Fatimah binti Abdul Malik bin Marwan, isteri Umar bin Abdul Aziz bertutur tentang suaminya. “Saat dalam keadaan kritis, aku mendengar Umar berdoa, ‘Ya Allah, janganlah Engkau jadikan kematianku membebani mereka barang sehari pun.’ Dan pada hari kematiannya, aku meninggalkannya dan duduk di ruangan lain yang hanya terpisah oleh sebuah pintu. Dari dalam kamarnya yang berkubah tiba-tiba aku mendengar ia membaca ayat:
تلك الدار الاخرة نجعلها للذين لايريدون علوا في الارض ولا فساد والعاقبة للمتقين
‘Negeri akhirat itu, Kami jadikan untuk orang-orang yang tidak ingin menyombongkan diri dan berbuat kerusakan di (muka) bumi. dan kesudahan (yang baik) itu adalah bagi orang-orang yang bertakwa.’ Al-Qashshash: 83)

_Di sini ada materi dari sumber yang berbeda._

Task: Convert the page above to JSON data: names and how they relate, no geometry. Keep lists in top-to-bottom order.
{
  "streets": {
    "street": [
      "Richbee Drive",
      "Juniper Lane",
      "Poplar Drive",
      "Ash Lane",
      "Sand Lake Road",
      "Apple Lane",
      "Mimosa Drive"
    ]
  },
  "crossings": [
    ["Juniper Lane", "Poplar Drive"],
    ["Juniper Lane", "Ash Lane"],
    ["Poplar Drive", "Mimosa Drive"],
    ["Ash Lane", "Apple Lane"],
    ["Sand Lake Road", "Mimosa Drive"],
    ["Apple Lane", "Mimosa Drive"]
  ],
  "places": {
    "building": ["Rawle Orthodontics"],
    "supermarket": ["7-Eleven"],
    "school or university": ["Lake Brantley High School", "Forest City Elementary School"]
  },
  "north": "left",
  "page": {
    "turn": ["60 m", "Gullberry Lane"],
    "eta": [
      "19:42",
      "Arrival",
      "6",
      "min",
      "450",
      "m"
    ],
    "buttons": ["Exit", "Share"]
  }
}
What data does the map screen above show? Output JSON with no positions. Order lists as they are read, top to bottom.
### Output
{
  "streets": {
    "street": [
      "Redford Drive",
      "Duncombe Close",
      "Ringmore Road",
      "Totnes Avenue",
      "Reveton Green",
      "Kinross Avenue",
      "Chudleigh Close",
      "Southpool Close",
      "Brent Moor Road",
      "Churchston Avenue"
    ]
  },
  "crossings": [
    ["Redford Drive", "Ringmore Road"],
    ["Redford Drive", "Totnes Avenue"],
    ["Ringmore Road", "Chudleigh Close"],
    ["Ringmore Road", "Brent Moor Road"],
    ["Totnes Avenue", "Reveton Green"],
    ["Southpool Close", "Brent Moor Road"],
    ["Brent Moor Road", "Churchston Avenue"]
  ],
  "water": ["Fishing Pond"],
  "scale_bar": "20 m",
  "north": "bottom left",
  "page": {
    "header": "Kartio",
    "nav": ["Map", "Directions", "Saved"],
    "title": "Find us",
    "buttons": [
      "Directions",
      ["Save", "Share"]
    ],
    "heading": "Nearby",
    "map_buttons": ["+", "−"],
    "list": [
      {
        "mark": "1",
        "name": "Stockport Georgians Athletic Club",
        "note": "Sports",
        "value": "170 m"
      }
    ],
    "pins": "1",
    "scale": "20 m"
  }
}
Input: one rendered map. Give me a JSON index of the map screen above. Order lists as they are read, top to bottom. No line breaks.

Kemudian keadaan menjadi hening. Aku tidak mendengar lagi suara gerakan maupun kata-kata apapun yang diucapkannya. Aku lalu berkata kepada salah seorang pelayannya, ‘Coba kamu lihat, apa beliau sedang tertidur?’ Begitu si pelayan memeriksa kamar, ia langsung menjerit sehingga membuat aku tersentak. Ternyata ia sudah hampir wafat. Pada saat itulah seorang temannya berkata, ‘Berwasiatlah, wahai Amirul Mukminin!’ Ia menjawab, ‘Aku peringatkan kalian akan kematian, karena mau tidak mau kalian pasti akan mengalaminya.'”
Sebuah riwayat menyebutkan, pada saat kondisi khalifah Umar bin Abdul Aziz sudah semakin kritis, dipanggillahseorang tabib. Setelah memeriksa sang khalifah, ia berkata, “Aku yakin orang ini telah diracuni. Tetapi aku tidak bisa menyelamatkannya dari kematian.”
Tiba-tiba sang khalifah mengangkat wajahnya dan berkata, “Bukankah kamu juga tidak sanggup melindungi orang yang tidak terkena racun sekalipun dari kematian?”
Si tabib bertanya, “Apakah engkau merasakannya, wahai Amirul Mukminin?”
Khalifah menjawab, “Ya, aku mengetahuinya segera setelah racun itu masuk ke dalam perutku.”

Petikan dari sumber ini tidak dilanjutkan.